Ana, la dueña y gerente del café, preparó la primera tanda de lattes para unos clientes habituales. Dante observaba con mucha atención cada uno de sus movimientos, intentando, de esa manera, memorizar las instrucciones que le daba. Mientras tanto, de fondo, sonaba una canción de Girl in Red, cuyas notas se entremezclaban con las voces de los demás, creando una atmósfera particular. El café, aunque contaba con una estética algo anticuada, tenía un aire acogedor. Pero, en cuanto a la música, era mucho más moderna y diversa; nada parecido a los éxitos ochenteros que ella solía escuchar a diario.
—¿Lista para internarlo? —consultó tras desocuparse.
Asintió y tomó el portafiltros entre sus manos, que temblaban ligeramente. Tal como había visto a su jefa hacerlo hacía unos momentos, lo ajustó en la máquina y presionó el botón de extracción. Unos segundos después —con los ojos fijos en el aparato— observó con fascinación cómo el café comenzaba a brotar. «Excelente», pensó esbozando una sonrisa.
—Olvidaste la taza —señaló con un gesto hacia el café que goteaba en la bandeja de la máquina. A pesar de que Ana mantenía una expresión tranquila, no pudo evitar que una pequeña sonrisa se escapara por sus labios.
—Mierda —farfulló Dante, apresurándose a tomar el primer envase que encontró a su alcance.
—Hazlo de nuevo —añadió su jefa animada—, pero sin apresurarte esta vez.
La falta de coordinación pasó a estar de último en su lista de preocupaciones. Era cuestión de tiempo para que Dante descubriera que hacer un buen café implicaba seguir una serie de pasos de los que no tenía ni la más mínima idea que existieran, y es que en el mundo de los baristas todo estaba minuciosamente calculado. El grano debía molerse justo antes de prepararlo y también había que pesar la cantidad exacta según el tipo de café deseado, pero no se trataba únicamente de tener las medidas correctas sino de muchas otras variables. Un latte llevaba más leche, un capuchino llevaba más espuma, y luego estaba el affogato. «Espera, ¿qué demonios es un affogato y por qué lleva helado?».

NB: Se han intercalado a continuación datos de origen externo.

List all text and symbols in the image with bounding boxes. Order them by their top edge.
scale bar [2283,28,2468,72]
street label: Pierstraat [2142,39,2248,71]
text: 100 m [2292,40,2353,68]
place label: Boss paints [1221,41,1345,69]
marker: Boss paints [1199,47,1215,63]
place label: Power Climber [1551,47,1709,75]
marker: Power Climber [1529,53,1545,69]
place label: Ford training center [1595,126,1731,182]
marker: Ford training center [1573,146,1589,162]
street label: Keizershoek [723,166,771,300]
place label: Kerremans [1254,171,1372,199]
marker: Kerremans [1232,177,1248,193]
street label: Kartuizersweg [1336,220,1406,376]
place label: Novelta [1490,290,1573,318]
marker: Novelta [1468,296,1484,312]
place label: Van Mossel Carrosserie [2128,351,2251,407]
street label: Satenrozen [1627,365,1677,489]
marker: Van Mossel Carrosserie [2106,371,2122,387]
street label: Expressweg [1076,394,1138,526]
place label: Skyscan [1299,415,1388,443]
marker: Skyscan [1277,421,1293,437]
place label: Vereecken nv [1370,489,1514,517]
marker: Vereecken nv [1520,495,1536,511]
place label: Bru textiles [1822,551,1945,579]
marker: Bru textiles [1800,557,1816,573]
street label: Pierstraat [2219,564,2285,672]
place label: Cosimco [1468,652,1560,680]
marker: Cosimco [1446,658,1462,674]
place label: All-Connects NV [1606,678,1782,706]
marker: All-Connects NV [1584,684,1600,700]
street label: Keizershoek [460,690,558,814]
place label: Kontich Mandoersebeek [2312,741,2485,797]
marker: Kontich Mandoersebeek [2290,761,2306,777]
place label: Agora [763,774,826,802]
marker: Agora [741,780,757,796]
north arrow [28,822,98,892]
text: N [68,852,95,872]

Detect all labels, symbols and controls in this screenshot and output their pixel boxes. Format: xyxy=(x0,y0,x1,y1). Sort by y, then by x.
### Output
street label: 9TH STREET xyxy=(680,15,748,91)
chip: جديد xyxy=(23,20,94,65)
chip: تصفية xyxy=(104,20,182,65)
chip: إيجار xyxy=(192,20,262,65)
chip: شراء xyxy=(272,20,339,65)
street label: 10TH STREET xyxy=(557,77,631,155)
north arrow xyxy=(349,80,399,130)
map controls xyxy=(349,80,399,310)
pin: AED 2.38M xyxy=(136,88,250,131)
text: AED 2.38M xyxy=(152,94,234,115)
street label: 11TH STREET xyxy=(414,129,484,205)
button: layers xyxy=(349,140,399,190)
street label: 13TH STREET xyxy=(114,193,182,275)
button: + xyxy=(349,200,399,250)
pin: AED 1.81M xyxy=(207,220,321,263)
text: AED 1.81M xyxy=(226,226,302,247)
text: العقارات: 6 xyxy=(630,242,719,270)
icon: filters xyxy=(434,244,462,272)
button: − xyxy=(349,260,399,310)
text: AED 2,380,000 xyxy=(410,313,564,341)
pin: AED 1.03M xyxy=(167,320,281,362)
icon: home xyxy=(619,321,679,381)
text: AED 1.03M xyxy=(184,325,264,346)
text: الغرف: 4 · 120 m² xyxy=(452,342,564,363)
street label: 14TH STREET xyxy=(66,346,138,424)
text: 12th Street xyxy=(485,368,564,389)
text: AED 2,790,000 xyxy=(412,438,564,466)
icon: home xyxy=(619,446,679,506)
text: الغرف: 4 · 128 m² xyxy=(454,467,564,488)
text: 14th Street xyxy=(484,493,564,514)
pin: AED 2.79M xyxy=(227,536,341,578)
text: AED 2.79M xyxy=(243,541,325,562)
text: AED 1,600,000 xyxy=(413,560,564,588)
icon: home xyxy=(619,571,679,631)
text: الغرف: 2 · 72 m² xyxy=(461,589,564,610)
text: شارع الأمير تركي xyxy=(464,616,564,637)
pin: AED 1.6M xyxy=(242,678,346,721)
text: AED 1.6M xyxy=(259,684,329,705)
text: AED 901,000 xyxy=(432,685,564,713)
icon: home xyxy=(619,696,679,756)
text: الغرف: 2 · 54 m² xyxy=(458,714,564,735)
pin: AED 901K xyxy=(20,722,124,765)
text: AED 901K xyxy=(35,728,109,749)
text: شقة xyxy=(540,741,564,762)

Al quinto intento de preparar un latte que no supiera a grava, se sumió en una rutina: pesar, moler, extraer y repetir. Como principiante, siempre debía medir la cantidad exacta, a diferencia de Ana, que ya lo hacía todo al ojo y cuyo café, sin duda, era el mejor que había probado en su vida.
Los últimos clientes de la tarde terminaron de ordenar y Ana le dio el visto bueno para que se tomara un pequeño descanso. Dante escribió una nota mental mientras se sentaba a horcajadas en una silla tras el mostrador: bajo ninguna circunstancia iba a volver a subestimar el trabajo de nadie. En cuanto al barismo, la máquina de espresso ya no le resultaba tan intimidante como en un inicio, pero podía admitir que le tomaría algo de tiempo adaptarse, y no, no iba a mencionar el arte latte; pasarían meses, quizás años, antes de que lograra hacer algo que no pareciera —aunque de forma abstracta— un miembro masculino.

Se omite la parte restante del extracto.